Já conhecem a Tapada das Necessidades? Será que toda a gente conhecia menos eu? Que outros espaços verdes bonitos me podem aconselhar aqui em Lisboa? 😀

7 Comments

  1. Sofia Garrido says:

    Conheço bem a Tapada e descobri-a quando ma recomendaram para fotografar um editorial há uns anos. Fiquei encantada! Já lá voltei algumas vezes e há sempre algo de novo para descobrir. Mas está tão abandonada, realmente… Numa vez que lá fui em passeio repreendi uns miúdos que estavam a escrever numa das estátuas e depois fui falar com o segurança para ficar alerta com os miúdos que andavam para lá a vandalizar e ele teve uma atitude tão conformista e quase a encolher os ombros que me irritou.

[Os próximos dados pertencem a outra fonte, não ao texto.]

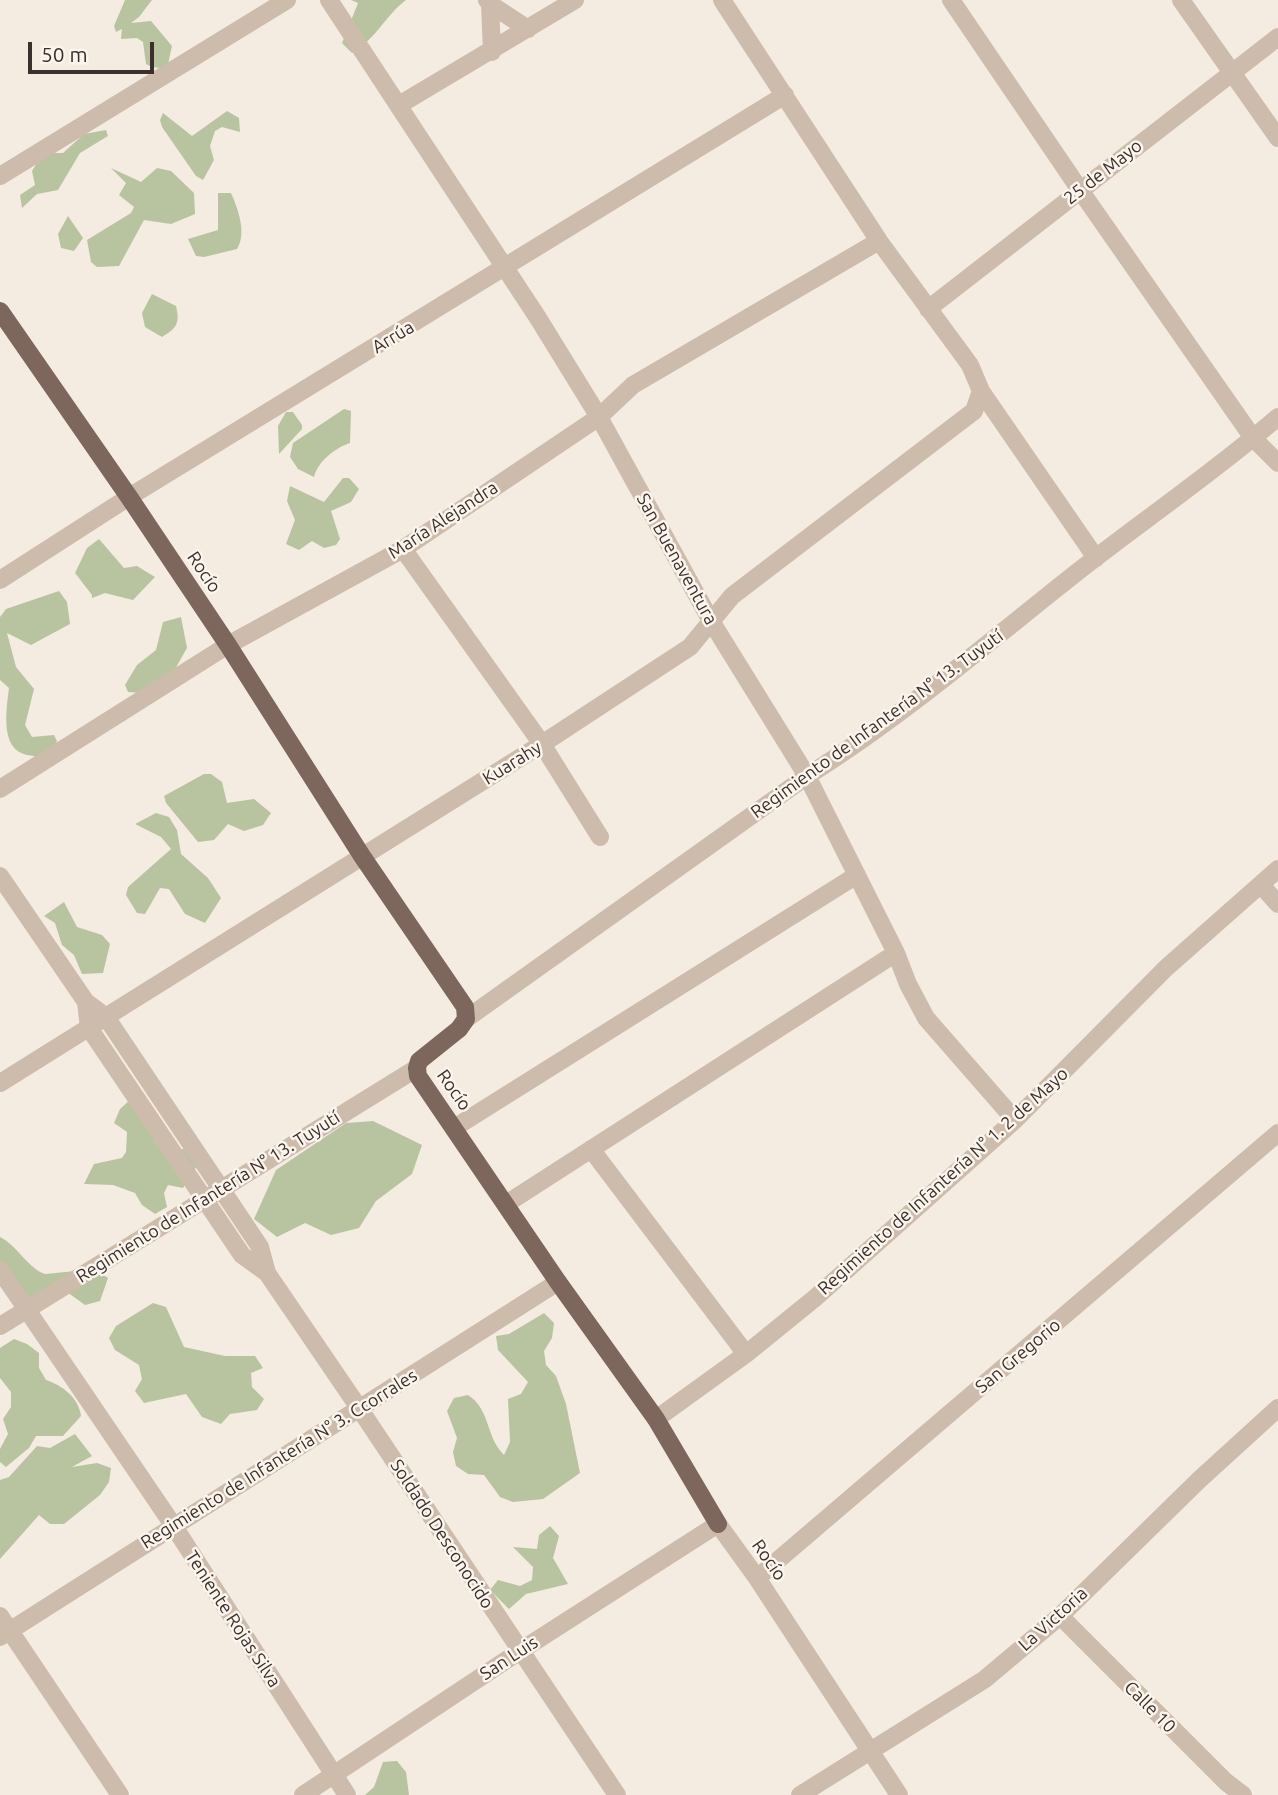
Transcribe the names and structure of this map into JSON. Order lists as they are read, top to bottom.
{
  "streets": {
    "main road": ["Rocío"],
    "street": [
      "25 de Mayo",
      "Arrúa",
      "María Alejandra",
      "San Buenaventura",
      "Regimiento de Infantería N° 13. Tuyutí",
      "Kuarahy",
      "Regimiento de Infantería N° 1. 2 de Mayo",
      "San Gregorio",
      "Regimiento de Infantería N° 3. Ccorrales",
      "Soldado Desconocido",
      "Teniente Rojas Silva",
      "La Victoria",
      "San Luis",
      "Calle 10"
    ]
  },
  "crossings": [
    ["Arrúa", "San Buenaventura"],
    ["Arrúa", "Rocío"],
    ["María Alejandra", "San Buenaventura"],
    ["María Alejandra", "Rocío"],
    ["San Buenaventura", "Regimiento de Infantería N° 13. Tuyutí"],
    ["San Buenaventura", "Kuarahy"],
    ["San Buenaventura", "Regimiento de Infantería N° 1. 2 de Mayo"],
    ["Rocío", "Regimiento de Infantería N° 13. Tuyutí"],
    ["Rocío", "Kuarahy"],
    ["Rocío", "Regimiento de Infantería N° 1. 2 de Mayo"],
    ["Rocío", "San Gregorio"],
    ["Rocío", "Regimiento de Infantería N° 3. Ccorrales"],
    ["Rocío", "La Victoria"],
    ["Rocío", "San Luis"],
    ["Regimiento de Infantería N° 13. Tuyutí", "Soldado Desconocido"],
    ["Regimiento de Infantería N° 13. Tuyutí", "Teniente Rojas Silva"],
    ["Kuarahy", "Soldado Desconocido"],
    ["Regimiento de Infantería N° 3. Ccorrales", "Soldado Desconocido"],
    ["Regimiento de Infantería N° 3. Ccorrales", "Teniente Rojas Silva"],
    ["Soldado Desconocido", "San Luis"],
    ["Teniente Rojas Silva", "San Luis"],
    ["La Victoria", "Calle 10"]
  ],
  "scale_bar": "50 m"
}
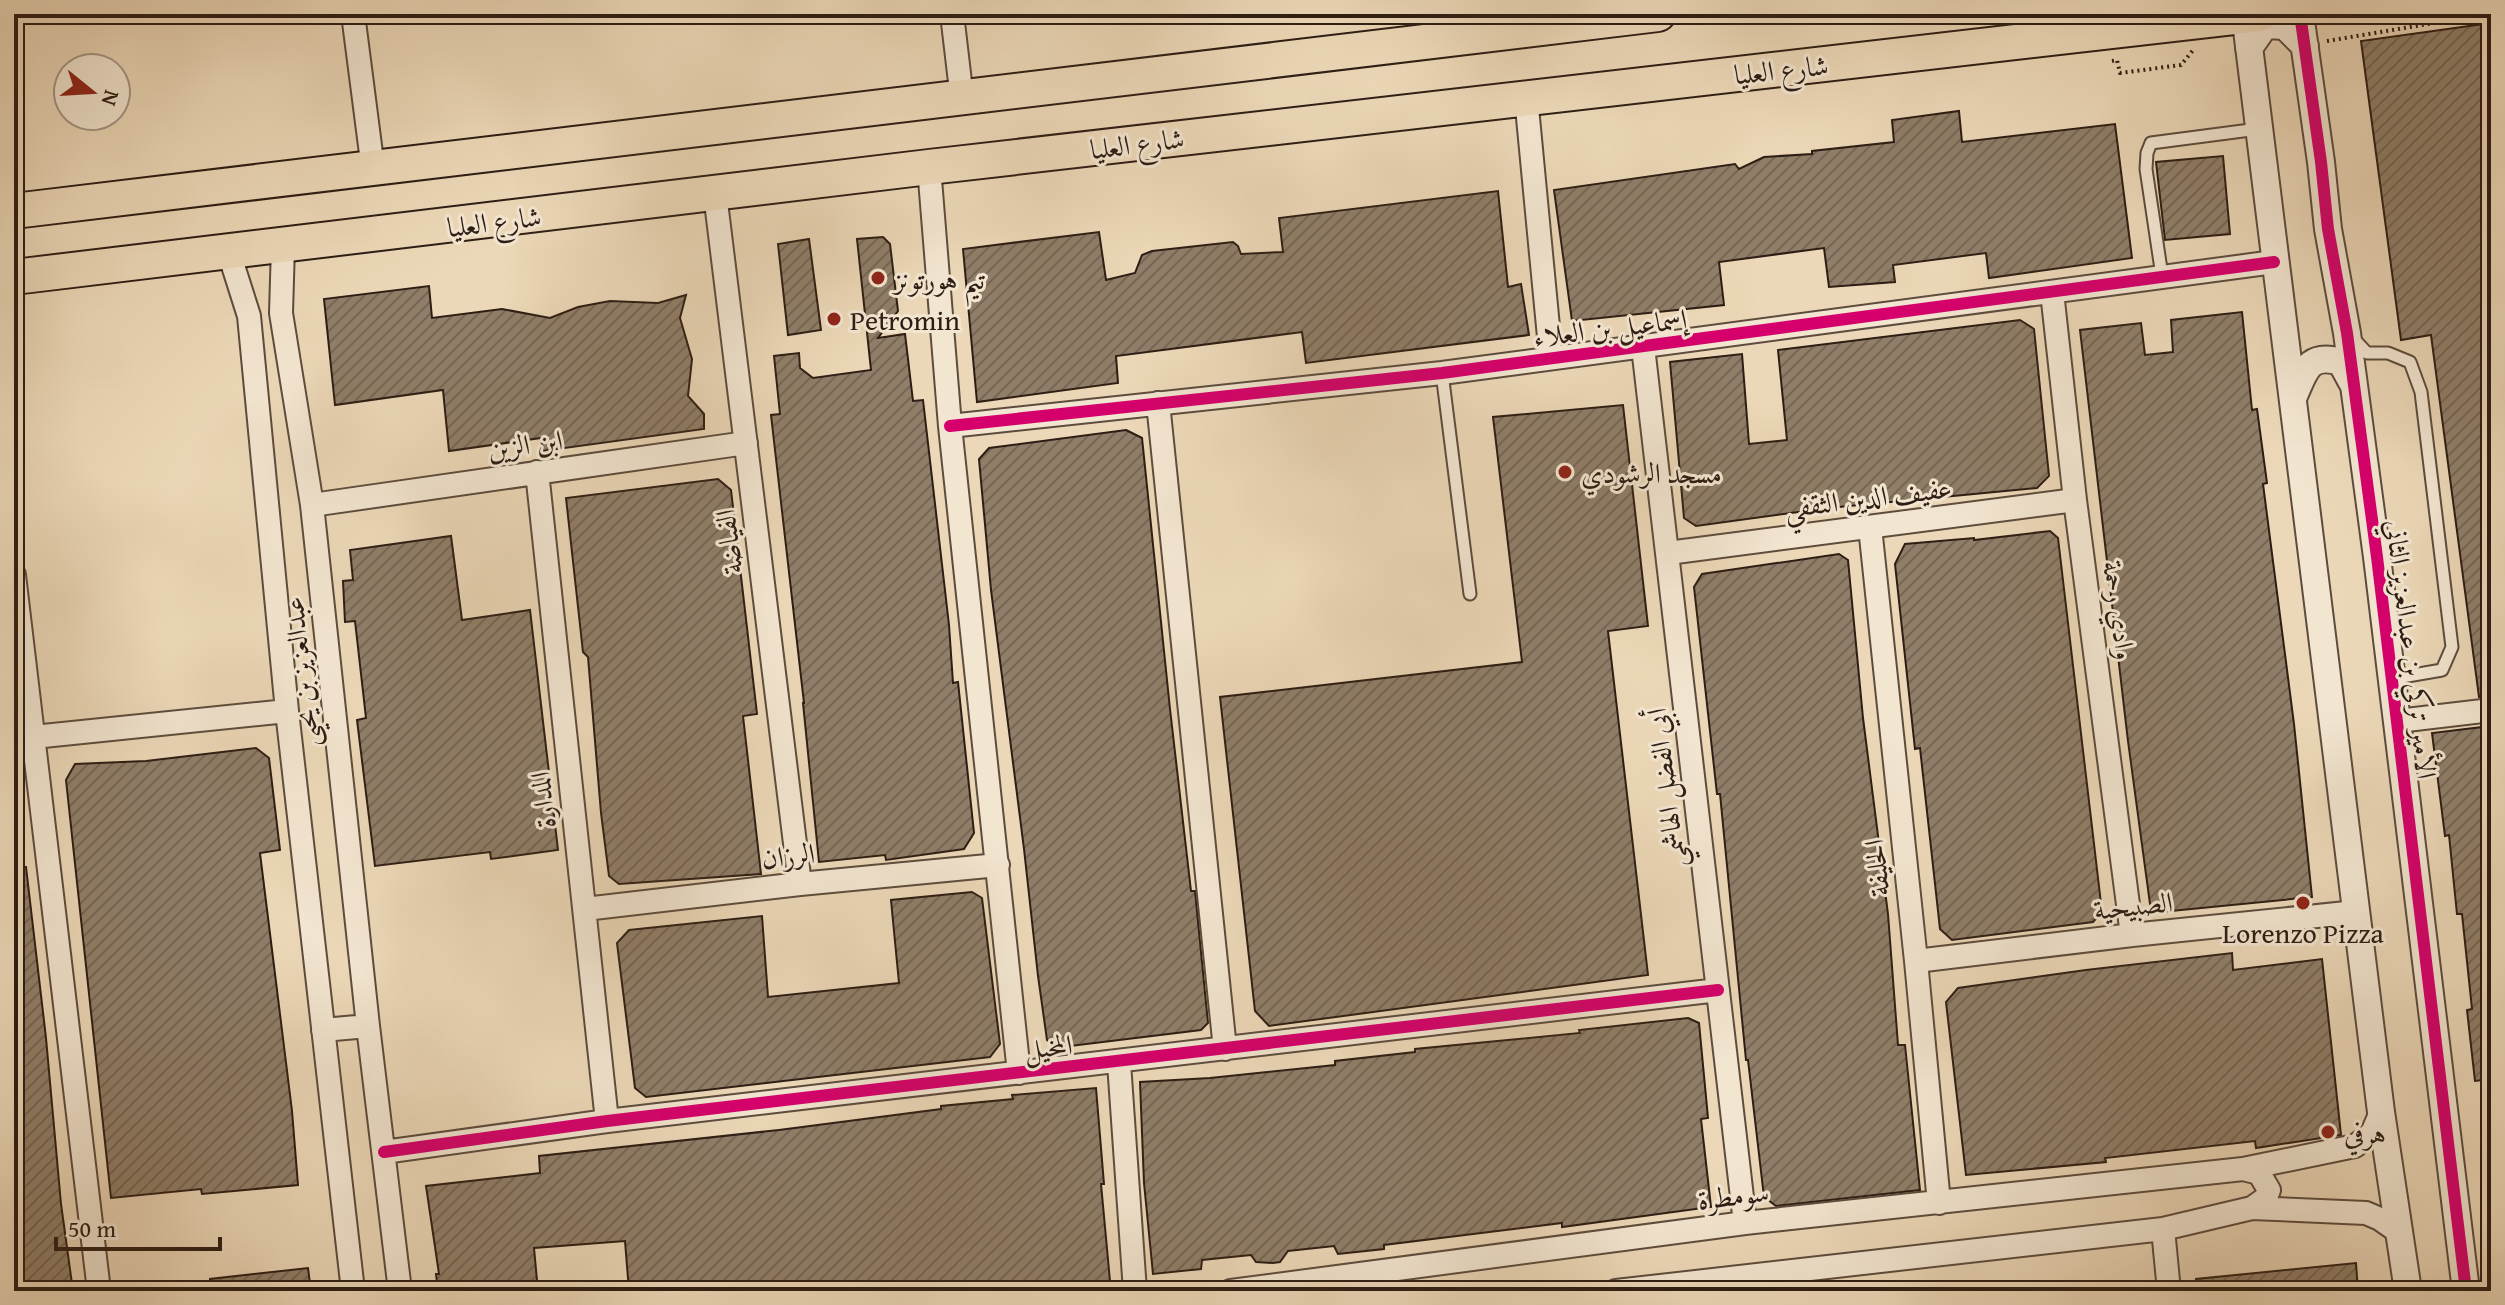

    Pela 13ª foto vejo que apanhaste essa zona da Tapada aberta. Da última vez que lá fui fiquei triste por não conseguir ir até aí! É das zonas mais bonitas!

    Beijinhos, Catarina

  2. Catarina says:

    Que sítio lindo! E mais um que eu não conheço :/ como é possível uma vida inteira a morar em Lisboa e não conhecer nada dela? Tenho de mudar isso rapidamente! 😀 Beijinhos*

  3. Madalena says:

    Que fotos mais lindas! 😀 Desconhecia por completo a Tapada das Necessidades, mas fiquei com muita vontade de ir lá fazer um passeio. Em dias ensolarados não há melhor programa que esse 🙂 Beijinhos

  4. Marta Chan says:

    Já tinha ouvido falar maravilhas desse local. Há imensos cantinhos na capital por descobrir, eu já tenho uma lista infinita, a ver se começo a fazer checked a cada uma 😛

  5. Joana Sousa says:

    Que lindooooo! E que fotos lindas, Catarina! Esse lugar parece ter algo de mágico…tenho que ir aí na próxima visita a Lisboa!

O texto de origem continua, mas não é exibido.